■ **YOUR TASK**
Repeat the entries beneath in their entirety, precisely as given.

■ **INFORMATION SUPPLIED**
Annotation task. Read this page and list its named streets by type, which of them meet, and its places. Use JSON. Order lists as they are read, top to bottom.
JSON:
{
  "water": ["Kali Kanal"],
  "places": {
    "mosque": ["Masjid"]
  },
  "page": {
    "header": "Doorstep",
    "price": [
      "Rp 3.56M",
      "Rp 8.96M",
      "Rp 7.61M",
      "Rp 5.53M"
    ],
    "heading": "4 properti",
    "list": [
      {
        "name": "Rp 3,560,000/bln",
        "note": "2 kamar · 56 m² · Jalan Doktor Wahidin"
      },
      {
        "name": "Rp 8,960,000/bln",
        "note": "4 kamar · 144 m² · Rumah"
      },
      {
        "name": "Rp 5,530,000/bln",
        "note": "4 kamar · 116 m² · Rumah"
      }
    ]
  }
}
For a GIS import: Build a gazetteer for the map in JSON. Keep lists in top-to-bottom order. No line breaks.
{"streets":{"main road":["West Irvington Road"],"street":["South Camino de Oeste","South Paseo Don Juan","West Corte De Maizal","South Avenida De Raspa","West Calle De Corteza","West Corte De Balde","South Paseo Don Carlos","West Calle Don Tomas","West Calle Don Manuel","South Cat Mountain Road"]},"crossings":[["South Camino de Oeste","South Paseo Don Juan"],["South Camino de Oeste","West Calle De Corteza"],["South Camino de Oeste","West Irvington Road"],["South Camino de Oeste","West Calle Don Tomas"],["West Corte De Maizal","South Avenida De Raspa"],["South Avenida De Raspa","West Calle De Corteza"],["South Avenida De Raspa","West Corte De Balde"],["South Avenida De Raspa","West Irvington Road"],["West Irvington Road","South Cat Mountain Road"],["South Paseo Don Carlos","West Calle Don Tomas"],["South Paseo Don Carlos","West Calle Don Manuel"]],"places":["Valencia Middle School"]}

■ **ANSWER**
Annotation task. Read this page and list its named streets by type, which of them meet, and its places. Use JSON. Order lists as they are read, top to bottom.
JSON:
{
  "water": ["Kali Kanal"],
  "places": {
    "mosque": ["Masjid"]
  },
  "page": {
    "header": "Doorstep",
    "price": [
      "Rp 3.56M",
      "Rp 8.96M",
      "Rp 7.61M",
      "Rp 5.53M"
    ],
    "heading": "4 properti",
    "list": [
      {
        "name": "Rp 3,560,000/bln",
        "note": "2 kamar · 56 m² · Jalan Doktor Wahidin"
      },
      {
        "name": "Rp 8,960,000/bln",
        "note": "4 kamar · 144 m² · Rumah"
      },
      {
        "name": "Rp 5,530,000/bln",
        "note": "4 kamar · 116 m² · Rumah"
      }
    ]
  }
}
For a GIS import: Build a gazetteer for the map in JSON. Keep lists in top-to-bottom order. No line breaks.
{"streets":{"main road":["West Irvington Road"],"street":["South Camino de Oeste","South Paseo Don Juan","West Corte De Maizal","South Avenida De Raspa","West Calle De Corteza","West Corte De Balde","South Paseo Don Carlos","West Calle Don Tomas","West Calle Don Manuel","South Cat Mountain Road"]},"crossings":[["South Camino de Oeste","South Paseo Don Juan"],["South Camino de Oeste","West Calle De Corteza"],["South Camino de Oeste","West Irvington Road"],["South Camino de Oeste","West Calle Don Tomas"],["West Corte De Maizal","South Avenida De Raspa"],["South Avenida De Raspa","West Calle De Corteza"],["South Avenida De Raspa","West Corte De Balde"],["South Avenida De Raspa","West Irvington Road"],["West Irvington Road","South Cat Mountain Road"],["South Paseo Don Carlos","West Calle Don Tomas"],["South Paseo Don Carlos","West Calle Don Manuel"]],"places":["Valencia Middle School"]}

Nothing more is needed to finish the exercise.